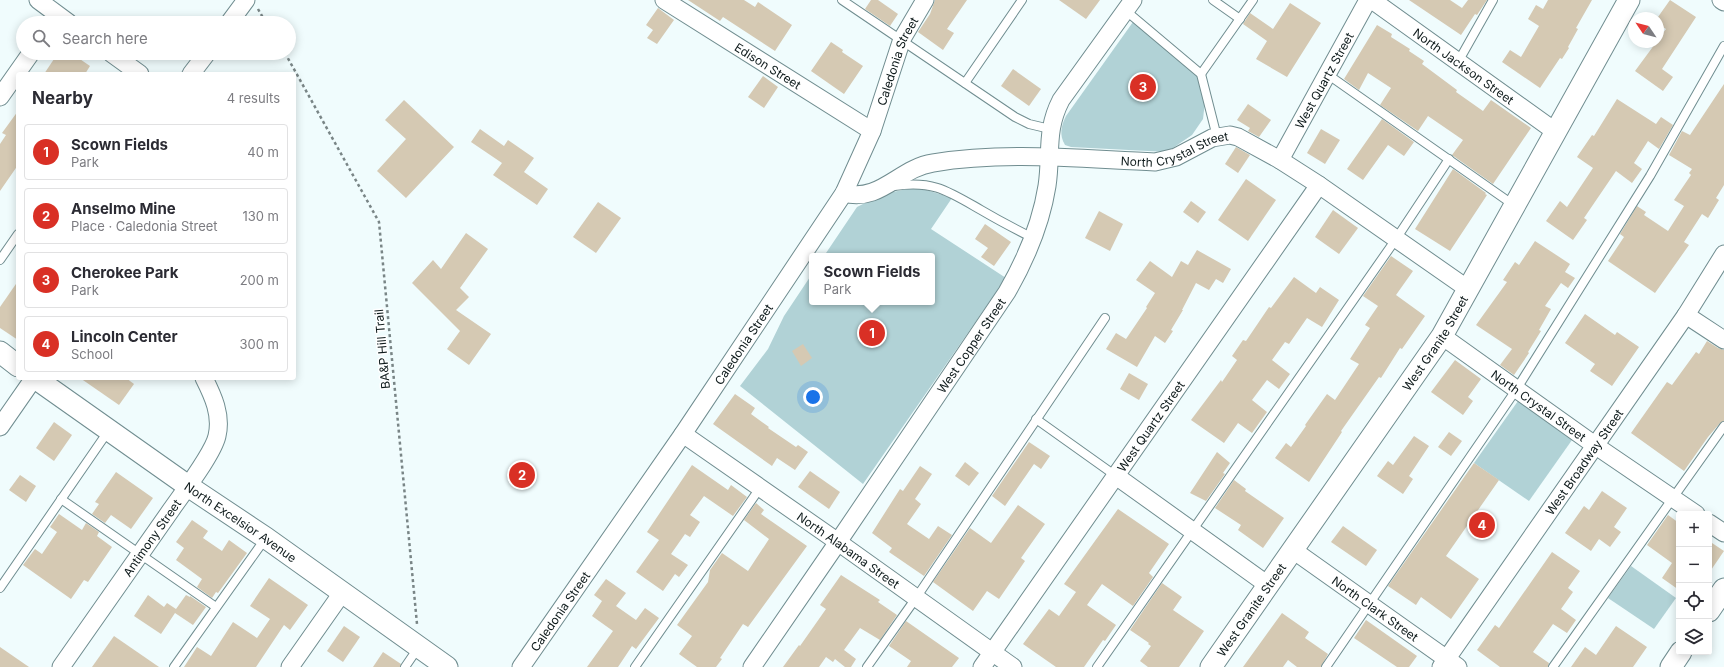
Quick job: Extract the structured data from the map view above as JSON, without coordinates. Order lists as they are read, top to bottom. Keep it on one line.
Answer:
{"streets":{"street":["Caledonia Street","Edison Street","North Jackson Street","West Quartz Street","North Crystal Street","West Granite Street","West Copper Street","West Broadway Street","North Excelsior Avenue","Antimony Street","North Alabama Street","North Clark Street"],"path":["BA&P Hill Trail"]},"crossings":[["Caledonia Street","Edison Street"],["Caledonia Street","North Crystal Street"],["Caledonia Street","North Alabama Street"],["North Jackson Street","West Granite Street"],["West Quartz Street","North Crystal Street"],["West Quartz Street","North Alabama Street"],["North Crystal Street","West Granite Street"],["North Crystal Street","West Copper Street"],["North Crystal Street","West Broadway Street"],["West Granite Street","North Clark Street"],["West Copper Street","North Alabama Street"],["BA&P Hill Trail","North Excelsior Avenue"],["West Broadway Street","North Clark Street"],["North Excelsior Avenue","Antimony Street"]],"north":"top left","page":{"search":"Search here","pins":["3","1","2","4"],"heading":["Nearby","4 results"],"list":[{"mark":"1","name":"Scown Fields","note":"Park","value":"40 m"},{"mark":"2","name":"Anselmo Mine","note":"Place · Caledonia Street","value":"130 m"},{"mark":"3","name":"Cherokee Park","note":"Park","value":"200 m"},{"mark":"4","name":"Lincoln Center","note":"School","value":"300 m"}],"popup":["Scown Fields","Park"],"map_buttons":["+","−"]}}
--------------------------------------------------
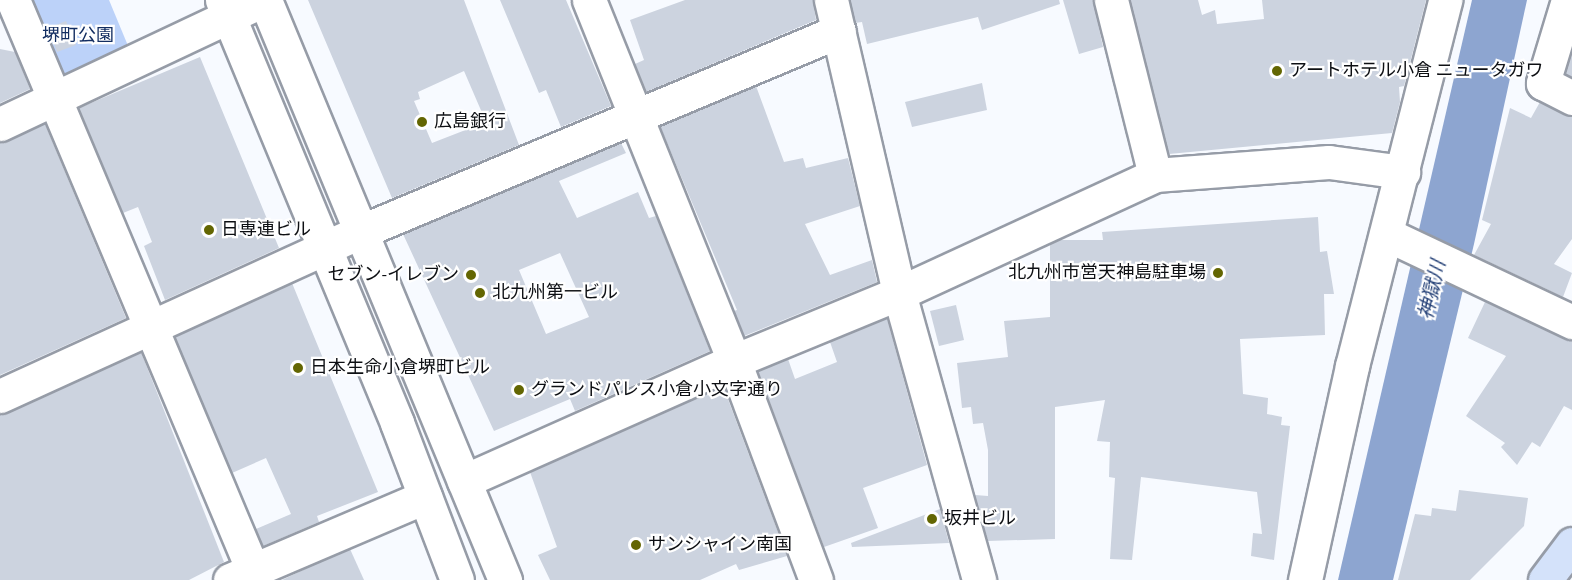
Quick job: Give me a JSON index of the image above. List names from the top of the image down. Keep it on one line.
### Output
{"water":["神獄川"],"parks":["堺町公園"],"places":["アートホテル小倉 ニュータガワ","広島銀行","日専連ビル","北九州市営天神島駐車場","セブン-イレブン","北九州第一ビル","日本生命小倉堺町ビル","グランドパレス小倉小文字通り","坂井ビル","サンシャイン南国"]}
--------------------------------------------------
Note which lines carry the word "from" in the material, then copy each of them.

Result for this task:
Quick job: Extract the structured data from the map view above as JSON, without coordinates. Order lists as they are read, top to bottom. Keep it on one line.
Quick job: Give me a JSON index of the image above. List names from the top of the image down. Keep it on one line.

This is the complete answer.